### Problem requirements
The answer consists solely of the listing's lines from the first through the line containing "for (const r", each reproduced exactly.

### Available records
^^^^^^^^^^^^^^^^

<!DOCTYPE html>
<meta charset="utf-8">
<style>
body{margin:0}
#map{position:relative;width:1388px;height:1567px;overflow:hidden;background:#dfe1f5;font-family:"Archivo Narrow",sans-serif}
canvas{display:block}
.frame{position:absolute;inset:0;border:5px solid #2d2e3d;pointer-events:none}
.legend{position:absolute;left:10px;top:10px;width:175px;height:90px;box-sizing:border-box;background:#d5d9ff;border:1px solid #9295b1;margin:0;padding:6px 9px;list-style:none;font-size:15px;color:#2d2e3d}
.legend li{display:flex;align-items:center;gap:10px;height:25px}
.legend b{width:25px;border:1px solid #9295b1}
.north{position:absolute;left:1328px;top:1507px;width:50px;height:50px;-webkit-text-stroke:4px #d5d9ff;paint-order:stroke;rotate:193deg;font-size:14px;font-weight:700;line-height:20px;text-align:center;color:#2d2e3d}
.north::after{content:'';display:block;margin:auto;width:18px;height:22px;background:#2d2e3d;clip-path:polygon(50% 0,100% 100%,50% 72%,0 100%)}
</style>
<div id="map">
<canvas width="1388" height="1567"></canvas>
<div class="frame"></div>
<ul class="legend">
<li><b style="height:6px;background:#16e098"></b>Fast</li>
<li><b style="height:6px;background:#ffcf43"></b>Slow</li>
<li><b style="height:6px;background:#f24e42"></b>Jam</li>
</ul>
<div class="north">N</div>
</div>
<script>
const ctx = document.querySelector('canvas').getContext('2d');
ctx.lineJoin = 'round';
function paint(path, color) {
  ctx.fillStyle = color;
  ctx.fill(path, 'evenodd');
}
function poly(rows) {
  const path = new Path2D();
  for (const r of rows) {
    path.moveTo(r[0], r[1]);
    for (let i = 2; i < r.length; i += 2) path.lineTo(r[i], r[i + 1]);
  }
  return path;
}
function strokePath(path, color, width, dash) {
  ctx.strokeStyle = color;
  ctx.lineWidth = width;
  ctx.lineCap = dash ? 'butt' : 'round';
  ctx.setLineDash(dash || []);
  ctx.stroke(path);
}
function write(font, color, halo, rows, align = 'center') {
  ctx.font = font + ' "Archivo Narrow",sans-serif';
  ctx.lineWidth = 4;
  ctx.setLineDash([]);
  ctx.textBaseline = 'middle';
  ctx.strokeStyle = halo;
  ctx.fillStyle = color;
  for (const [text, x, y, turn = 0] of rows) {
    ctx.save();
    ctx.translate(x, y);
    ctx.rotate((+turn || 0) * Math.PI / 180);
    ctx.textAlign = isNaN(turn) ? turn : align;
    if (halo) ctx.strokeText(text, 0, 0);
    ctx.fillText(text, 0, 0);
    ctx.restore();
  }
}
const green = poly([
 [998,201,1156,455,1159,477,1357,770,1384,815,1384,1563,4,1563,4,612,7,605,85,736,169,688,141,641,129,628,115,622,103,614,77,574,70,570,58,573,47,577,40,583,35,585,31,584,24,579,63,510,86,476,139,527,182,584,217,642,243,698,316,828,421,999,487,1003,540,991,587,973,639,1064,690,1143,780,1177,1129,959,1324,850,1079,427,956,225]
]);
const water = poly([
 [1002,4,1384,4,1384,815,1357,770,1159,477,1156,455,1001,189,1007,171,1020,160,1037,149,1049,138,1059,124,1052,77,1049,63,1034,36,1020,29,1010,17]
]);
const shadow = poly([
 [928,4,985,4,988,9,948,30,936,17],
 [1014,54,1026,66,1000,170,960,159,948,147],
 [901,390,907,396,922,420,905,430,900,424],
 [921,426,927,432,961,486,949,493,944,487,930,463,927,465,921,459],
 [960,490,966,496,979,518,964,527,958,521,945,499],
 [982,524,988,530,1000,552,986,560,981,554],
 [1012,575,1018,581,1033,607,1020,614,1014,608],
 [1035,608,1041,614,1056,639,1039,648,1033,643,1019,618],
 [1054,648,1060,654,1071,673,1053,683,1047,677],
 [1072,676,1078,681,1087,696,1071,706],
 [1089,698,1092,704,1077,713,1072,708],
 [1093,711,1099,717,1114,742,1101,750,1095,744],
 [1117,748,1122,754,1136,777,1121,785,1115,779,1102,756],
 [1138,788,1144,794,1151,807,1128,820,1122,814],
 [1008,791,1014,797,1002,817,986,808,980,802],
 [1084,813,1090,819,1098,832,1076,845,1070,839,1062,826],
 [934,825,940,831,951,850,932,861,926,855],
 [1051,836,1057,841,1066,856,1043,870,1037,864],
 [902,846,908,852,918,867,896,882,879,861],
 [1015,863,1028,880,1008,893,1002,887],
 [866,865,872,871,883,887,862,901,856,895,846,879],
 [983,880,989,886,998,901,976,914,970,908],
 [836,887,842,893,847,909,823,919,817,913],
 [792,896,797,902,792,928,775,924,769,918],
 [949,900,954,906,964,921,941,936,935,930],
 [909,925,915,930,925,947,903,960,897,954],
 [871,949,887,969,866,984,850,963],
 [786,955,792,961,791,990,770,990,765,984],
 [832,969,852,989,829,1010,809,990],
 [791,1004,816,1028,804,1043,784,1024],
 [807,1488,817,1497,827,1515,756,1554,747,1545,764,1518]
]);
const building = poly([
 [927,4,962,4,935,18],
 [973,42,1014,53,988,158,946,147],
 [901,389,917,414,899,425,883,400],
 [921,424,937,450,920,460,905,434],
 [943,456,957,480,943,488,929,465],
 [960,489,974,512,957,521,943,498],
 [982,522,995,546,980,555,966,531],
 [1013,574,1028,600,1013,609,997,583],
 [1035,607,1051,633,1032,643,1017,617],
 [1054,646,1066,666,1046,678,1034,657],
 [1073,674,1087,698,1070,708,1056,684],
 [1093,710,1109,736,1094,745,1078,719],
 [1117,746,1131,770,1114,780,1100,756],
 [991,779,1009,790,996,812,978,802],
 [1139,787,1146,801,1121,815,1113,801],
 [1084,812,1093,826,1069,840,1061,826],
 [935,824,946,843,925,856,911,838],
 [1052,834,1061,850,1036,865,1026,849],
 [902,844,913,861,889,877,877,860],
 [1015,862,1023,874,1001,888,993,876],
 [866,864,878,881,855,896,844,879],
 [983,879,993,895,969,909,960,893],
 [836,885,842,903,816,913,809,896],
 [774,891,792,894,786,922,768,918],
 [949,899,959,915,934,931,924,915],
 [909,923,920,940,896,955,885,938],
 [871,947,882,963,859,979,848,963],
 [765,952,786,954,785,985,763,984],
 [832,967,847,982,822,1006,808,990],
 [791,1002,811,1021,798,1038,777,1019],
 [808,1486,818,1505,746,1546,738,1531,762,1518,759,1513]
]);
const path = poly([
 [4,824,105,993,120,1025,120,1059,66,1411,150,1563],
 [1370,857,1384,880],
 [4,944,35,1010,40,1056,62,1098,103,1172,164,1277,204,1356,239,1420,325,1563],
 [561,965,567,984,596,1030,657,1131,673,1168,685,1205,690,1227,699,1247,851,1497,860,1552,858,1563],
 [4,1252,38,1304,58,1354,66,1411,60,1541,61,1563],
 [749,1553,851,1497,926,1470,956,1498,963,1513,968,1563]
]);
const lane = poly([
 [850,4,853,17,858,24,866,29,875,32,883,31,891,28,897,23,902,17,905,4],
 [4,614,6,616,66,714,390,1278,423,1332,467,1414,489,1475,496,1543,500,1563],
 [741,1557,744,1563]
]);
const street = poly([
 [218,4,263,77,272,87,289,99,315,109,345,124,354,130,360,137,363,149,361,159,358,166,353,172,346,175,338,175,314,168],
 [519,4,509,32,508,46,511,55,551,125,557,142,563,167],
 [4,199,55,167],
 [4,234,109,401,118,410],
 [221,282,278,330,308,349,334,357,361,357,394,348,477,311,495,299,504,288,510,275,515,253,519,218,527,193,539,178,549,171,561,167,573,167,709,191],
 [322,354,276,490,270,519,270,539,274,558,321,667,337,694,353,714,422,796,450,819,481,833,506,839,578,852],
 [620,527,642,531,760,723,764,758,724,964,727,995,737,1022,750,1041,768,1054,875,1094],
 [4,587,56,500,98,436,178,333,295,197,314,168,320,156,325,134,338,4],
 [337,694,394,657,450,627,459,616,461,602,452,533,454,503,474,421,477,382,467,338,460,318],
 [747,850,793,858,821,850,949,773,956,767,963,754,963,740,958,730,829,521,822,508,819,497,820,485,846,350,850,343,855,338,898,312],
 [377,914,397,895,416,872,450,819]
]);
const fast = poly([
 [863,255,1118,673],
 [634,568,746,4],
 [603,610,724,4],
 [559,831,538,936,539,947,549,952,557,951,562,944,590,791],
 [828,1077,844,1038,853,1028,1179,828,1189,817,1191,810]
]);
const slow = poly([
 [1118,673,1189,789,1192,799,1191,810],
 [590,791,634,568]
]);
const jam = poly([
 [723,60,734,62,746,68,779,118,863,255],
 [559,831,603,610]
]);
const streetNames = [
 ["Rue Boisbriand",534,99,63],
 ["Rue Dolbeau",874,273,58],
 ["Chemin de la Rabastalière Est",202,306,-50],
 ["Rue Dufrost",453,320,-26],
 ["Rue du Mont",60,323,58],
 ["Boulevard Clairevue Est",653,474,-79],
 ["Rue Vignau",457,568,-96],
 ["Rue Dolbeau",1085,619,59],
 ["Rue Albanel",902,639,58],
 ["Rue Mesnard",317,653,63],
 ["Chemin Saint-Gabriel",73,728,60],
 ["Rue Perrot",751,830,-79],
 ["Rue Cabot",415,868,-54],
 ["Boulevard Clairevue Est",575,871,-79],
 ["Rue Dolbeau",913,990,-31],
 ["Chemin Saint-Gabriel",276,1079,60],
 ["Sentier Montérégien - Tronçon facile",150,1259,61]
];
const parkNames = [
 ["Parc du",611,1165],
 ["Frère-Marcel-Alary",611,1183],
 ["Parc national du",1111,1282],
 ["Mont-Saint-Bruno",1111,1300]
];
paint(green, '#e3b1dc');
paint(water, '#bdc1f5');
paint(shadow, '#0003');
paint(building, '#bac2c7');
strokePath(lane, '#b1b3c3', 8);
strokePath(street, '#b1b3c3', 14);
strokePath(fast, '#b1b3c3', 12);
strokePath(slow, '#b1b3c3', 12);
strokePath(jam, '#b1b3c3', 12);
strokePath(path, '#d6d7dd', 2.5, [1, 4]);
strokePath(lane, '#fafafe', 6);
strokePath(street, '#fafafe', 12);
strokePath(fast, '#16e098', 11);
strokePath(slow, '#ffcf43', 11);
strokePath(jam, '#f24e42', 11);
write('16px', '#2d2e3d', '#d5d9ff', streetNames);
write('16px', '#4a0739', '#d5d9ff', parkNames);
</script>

^^^^^^^^^^^^^^^^

### Expected answer
<!DOCTYPE html>
<meta charset="utf-8">
<style>
body{margin:0}
#map{position:relative;width:1388px;height:1567px;overflow:hidden;background:#dfe1f5;font-family:"Archivo Narrow",sans-serif}
canvas{display:block}
.frame{position:absolute;inset:0;border:5px solid #2d2e3d;pointer-events:none}
.legend{position:absolute;left:10px;top:10px;width:175px;height:90px;box-sizing:border-box;background:#d5d9ff;border:1px solid #9295b1;margin:0;padding:6px 9px;list-style:none;font-size:15px;color:#2d2e3d}
.legend li{display:flex;align-items:center;gap:10px;height:25px}
.legend b{width:25px;border:1px solid #9295b1}
.north{position:absolute;left:1328px;top:1507px;width:50px;height:50px;-webkit-text-stroke:4px #d5d9ff;paint-order:stroke;rotate:193deg;font-size:14px;font-weight:700;line-height:20px;text-align:center;color:#2d2e3d}
.north::after{content:'';display:block;margin:auto;width:18px;height:22px;background:#2d2e3d;clip-path:polygon(50% 0,100% 100%,50% 72%,0 100%)}
</style>
<div id="map">
<canvas width="1388" height="1567"></canvas>
<div class="frame"></div>
<ul class="legend">
<li><b style="height:6px;background:#16e098"></b>Fast</li>
<li><b style="height:6px;background:#ffcf43"></b>Slow</li>
<li><b style="height:6px;background:#f24e42"></b>Jam</li>
</ul>
<div class="north">N</div>
</div>
<script>
const ctx = document.querySelector('canvas').getContext('2d');
ctx.lineJoin = 'round';
function paint(path, color) {
  ctx.fillStyle = color;
  ctx.fill(path, 'evenodd');
}
function poly(rows) {
  const path = new Path2D();
  for (const r of rows) {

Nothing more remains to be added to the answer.